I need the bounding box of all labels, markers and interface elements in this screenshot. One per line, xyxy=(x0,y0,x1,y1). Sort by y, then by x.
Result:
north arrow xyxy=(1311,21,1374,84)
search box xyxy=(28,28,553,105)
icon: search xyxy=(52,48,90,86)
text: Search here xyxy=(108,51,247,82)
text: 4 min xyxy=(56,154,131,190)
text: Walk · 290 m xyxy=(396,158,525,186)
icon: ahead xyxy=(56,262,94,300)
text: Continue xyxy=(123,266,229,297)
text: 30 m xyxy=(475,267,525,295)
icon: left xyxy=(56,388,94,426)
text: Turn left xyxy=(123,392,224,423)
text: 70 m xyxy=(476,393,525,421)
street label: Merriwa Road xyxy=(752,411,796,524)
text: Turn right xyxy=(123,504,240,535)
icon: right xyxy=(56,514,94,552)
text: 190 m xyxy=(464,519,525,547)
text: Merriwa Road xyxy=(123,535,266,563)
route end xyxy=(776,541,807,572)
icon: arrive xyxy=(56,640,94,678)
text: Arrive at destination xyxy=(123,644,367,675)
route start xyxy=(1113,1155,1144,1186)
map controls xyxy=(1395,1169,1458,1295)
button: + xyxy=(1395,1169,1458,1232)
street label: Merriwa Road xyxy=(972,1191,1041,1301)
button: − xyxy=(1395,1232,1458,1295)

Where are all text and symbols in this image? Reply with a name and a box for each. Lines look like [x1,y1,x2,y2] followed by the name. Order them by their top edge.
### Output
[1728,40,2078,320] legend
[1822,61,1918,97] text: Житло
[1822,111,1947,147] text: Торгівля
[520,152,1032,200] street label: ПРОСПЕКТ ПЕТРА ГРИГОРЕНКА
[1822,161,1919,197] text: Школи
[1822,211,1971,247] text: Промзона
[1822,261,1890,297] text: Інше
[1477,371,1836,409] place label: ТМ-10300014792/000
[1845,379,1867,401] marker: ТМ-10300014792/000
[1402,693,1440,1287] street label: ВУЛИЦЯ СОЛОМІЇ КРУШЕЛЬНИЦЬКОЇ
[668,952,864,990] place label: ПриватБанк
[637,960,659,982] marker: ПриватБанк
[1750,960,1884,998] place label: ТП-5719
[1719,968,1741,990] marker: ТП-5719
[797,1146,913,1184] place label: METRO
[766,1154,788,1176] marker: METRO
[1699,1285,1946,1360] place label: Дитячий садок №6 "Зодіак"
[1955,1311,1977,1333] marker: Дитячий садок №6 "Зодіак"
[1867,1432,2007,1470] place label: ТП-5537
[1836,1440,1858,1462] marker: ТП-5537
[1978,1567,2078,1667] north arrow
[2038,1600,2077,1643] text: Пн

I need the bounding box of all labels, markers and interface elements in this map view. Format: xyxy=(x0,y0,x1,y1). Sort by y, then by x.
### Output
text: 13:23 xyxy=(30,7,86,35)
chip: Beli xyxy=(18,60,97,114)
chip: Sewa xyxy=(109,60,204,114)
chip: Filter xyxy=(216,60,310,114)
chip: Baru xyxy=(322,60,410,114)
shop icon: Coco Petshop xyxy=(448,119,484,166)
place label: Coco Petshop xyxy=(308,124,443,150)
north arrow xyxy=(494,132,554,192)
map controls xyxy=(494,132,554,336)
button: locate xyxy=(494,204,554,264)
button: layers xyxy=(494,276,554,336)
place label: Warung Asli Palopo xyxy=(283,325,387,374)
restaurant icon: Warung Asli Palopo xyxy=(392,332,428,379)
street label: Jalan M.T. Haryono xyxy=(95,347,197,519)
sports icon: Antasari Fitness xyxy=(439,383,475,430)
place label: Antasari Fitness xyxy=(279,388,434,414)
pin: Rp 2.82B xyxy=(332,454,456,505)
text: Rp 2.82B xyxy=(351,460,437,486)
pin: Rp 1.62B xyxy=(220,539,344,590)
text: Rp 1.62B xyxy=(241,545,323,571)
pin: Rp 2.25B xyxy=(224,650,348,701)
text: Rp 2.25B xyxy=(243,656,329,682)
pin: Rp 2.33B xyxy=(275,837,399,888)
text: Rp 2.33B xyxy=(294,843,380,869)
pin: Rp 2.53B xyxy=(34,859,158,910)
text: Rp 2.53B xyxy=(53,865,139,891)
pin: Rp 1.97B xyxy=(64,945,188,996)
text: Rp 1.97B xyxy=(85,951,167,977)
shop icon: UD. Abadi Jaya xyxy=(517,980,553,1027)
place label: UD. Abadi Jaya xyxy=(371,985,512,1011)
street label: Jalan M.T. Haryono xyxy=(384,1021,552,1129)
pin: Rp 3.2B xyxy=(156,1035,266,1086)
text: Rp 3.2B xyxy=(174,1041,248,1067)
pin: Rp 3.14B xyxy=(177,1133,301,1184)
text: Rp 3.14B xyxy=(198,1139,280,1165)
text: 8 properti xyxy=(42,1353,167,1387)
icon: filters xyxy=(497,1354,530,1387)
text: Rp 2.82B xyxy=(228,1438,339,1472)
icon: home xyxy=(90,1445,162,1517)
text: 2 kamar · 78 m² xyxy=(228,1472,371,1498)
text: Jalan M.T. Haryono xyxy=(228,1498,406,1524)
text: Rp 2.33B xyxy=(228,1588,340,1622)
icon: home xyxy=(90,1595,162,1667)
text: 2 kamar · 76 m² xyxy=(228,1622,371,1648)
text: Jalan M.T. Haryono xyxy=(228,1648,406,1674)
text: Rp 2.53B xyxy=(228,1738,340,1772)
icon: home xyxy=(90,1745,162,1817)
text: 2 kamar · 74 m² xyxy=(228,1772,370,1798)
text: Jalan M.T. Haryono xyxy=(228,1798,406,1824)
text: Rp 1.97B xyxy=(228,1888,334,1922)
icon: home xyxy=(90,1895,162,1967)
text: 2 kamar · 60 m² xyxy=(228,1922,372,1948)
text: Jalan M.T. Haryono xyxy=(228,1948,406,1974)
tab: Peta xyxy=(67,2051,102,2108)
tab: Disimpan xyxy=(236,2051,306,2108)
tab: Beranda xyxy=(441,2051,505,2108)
++++++
## Required action
The records above should be copied out again in full, exactly as they appear.

## Solution to this exercise
I need the bounding box of all labels, markers and interface elements in this screenshot. One per line, xyxy=(x0,y0,x1,y1). Sort by y, then by x.
Result:
north arrow xyxy=(1311,21,1374,84)
search box xyxy=(28,28,553,105)
icon: search xyxy=(52,48,90,86)
text: Search here xyxy=(108,51,247,82)
text: 4 min xyxy=(56,154,131,190)
text: Walk · 290 m xyxy=(396,158,525,186)
icon: ahead xyxy=(56,262,94,300)
text: Continue xyxy=(123,266,229,297)
text: 30 m xyxy=(475,267,525,295)
icon: left xyxy=(56,388,94,426)
text: Turn left xyxy=(123,392,224,423)
text: 70 m xyxy=(476,393,525,421)
street label: Merriwa Road xyxy=(752,411,796,524)
text: Turn right xyxy=(123,504,240,535)
icon: right xyxy=(56,514,94,552)
text: 190 m xyxy=(464,519,525,547)
text: Merriwa Road xyxy=(123,535,266,563)
route end xyxy=(776,541,807,572)
icon: arrive xyxy=(56,640,94,678)
text: Arrive at destination xyxy=(123,644,367,675)
route start xyxy=(1113,1155,1144,1186)
map controls xyxy=(1395,1169,1458,1295)
button: + xyxy=(1395,1169,1458,1232)
street label: Merriwa Road xyxy=(972,1191,1041,1301)
button: − xyxy=(1395,1232,1458,1295)

Where are all text and symbols in this image? Reply with a name and a box for each. Lines look like [x1,y1,x2,y2] followed by the name. Order them by their top edge.
### Output
[1728,40,2078,320] legend
[1822,61,1918,97] text: Житло
[1822,111,1947,147] text: Торгівля
[520,152,1032,200] street label: ПРОСПЕКТ ПЕТРА ГРИГОРЕНКА
[1822,161,1919,197] text: Школи
[1822,211,1971,247] text: Промзона
[1822,261,1890,297] text: Інше
[1477,371,1836,409] place label: ТМ-10300014792/000
[1845,379,1867,401] marker: ТМ-10300014792/000
[1402,693,1440,1287] street label: ВУЛИЦЯ СОЛОМІЇ КРУШЕЛЬНИЦЬКОЇ
[668,952,864,990] place label: ПриватБанк
[637,960,659,982] marker: ПриватБанк
[1750,960,1884,998] place label: ТП-5719
[1719,968,1741,990] marker: ТП-5719
[797,1146,913,1184] place label: METRO
[766,1154,788,1176] marker: METRO
[1699,1285,1946,1360] place label: Дитячий садок №6 "Зодіак"
[1955,1311,1977,1333] marker: Дитячий садок №6 "Зодіак"
[1867,1432,2007,1470] place label: ТП-5537
[1836,1440,1858,1462] marker: ТП-5537
[1978,1567,2078,1667] north arrow
[2038,1600,2077,1643] text: Пн

I need the bounding box of all labels, markers and interface elements in this map view. Format: xyxy=(x0,y0,x1,y1). Sort by y, then by x.
### Output
text: 13:23 xyxy=(30,7,86,35)
chip: Beli xyxy=(18,60,97,114)
chip: Sewa xyxy=(109,60,204,114)
chip: Filter xyxy=(216,60,310,114)
chip: Baru xyxy=(322,60,410,114)
shop icon: Coco Petshop xyxy=(448,119,484,166)
place label: Coco Petshop xyxy=(308,124,443,150)
north arrow xyxy=(494,132,554,192)
map controls xyxy=(494,132,554,336)
button: locate xyxy=(494,204,554,264)
button: layers xyxy=(494,276,554,336)
place label: Warung Asli Palopo xyxy=(283,325,387,374)
restaurant icon: Warung Asli Palopo xyxy=(392,332,428,379)
street label: Jalan M.T. Haryono xyxy=(95,347,197,519)
sports icon: Antasari Fitness xyxy=(439,383,475,430)
place label: Antasari Fitness xyxy=(279,388,434,414)
pin: Rp 2.82B xyxy=(332,454,456,505)
text: Rp 2.82B xyxy=(351,460,437,486)
pin: Rp 1.62B xyxy=(220,539,344,590)
text: Rp 1.62B xyxy=(241,545,323,571)
pin: Rp 2.25B xyxy=(224,650,348,701)
text: Rp 2.25B xyxy=(243,656,329,682)
pin: Rp 2.33B xyxy=(275,837,399,888)
text: Rp 2.33B xyxy=(294,843,380,869)
pin: Rp 2.53B xyxy=(34,859,158,910)
text: Rp 2.53B xyxy=(53,865,139,891)
pin: Rp 1.97B xyxy=(64,945,188,996)
text: Rp 1.97B xyxy=(85,951,167,977)
shop icon: UD. Abadi Jaya xyxy=(517,980,553,1027)
place label: UD. Abadi Jaya xyxy=(371,985,512,1011)
street label: Jalan M.T. Haryono xyxy=(384,1021,552,1129)
pin: Rp 3.2B xyxy=(156,1035,266,1086)
text: Rp 3.2B xyxy=(174,1041,248,1067)
pin: Rp 3.14B xyxy=(177,1133,301,1184)
text: Rp 3.14B xyxy=(198,1139,280,1165)
text: 8 properti xyxy=(42,1353,167,1387)
icon: filters xyxy=(497,1354,530,1387)
text: Rp 2.82B xyxy=(228,1438,339,1472)
icon: home xyxy=(90,1445,162,1517)
text: 2 kamar · 78 m² xyxy=(228,1472,371,1498)
text: Jalan M.T. Haryono xyxy=(228,1498,406,1524)
text: Rp 2.33B xyxy=(228,1588,340,1622)
icon: home xyxy=(90,1595,162,1667)
text: 2 kamar · 76 m² xyxy=(228,1622,371,1648)
text: Jalan M.T. Haryono xyxy=(228,1648,406,1674)
text: Rp 2.53B xyxy=(228,1738,340,1772)
icon: home xyxy=(90,1745,162,1817)
text: 2 kamar · 74 m² xyxy=(228,1772,370,1798)
text: Jalan M.T. Haryono xyxy=(228,1798,406,1824)
text: Rp 1.97B xyxy=(228,1888,334,1922)
icon: home xyxy=(90,1895,162,1967)
text: 2 kamar · 60 m² xyxy=(228,1922,372,1948)
text: Jalan M.T. Haryono xyxy=(228,1948,406,1974)
tab: Peta xyxy=(67,2051,102,2108)
tab: Disimpan xyxy=(236,2051,306,2108)
tab: Beranda xyxy=(441,2051,505,2108)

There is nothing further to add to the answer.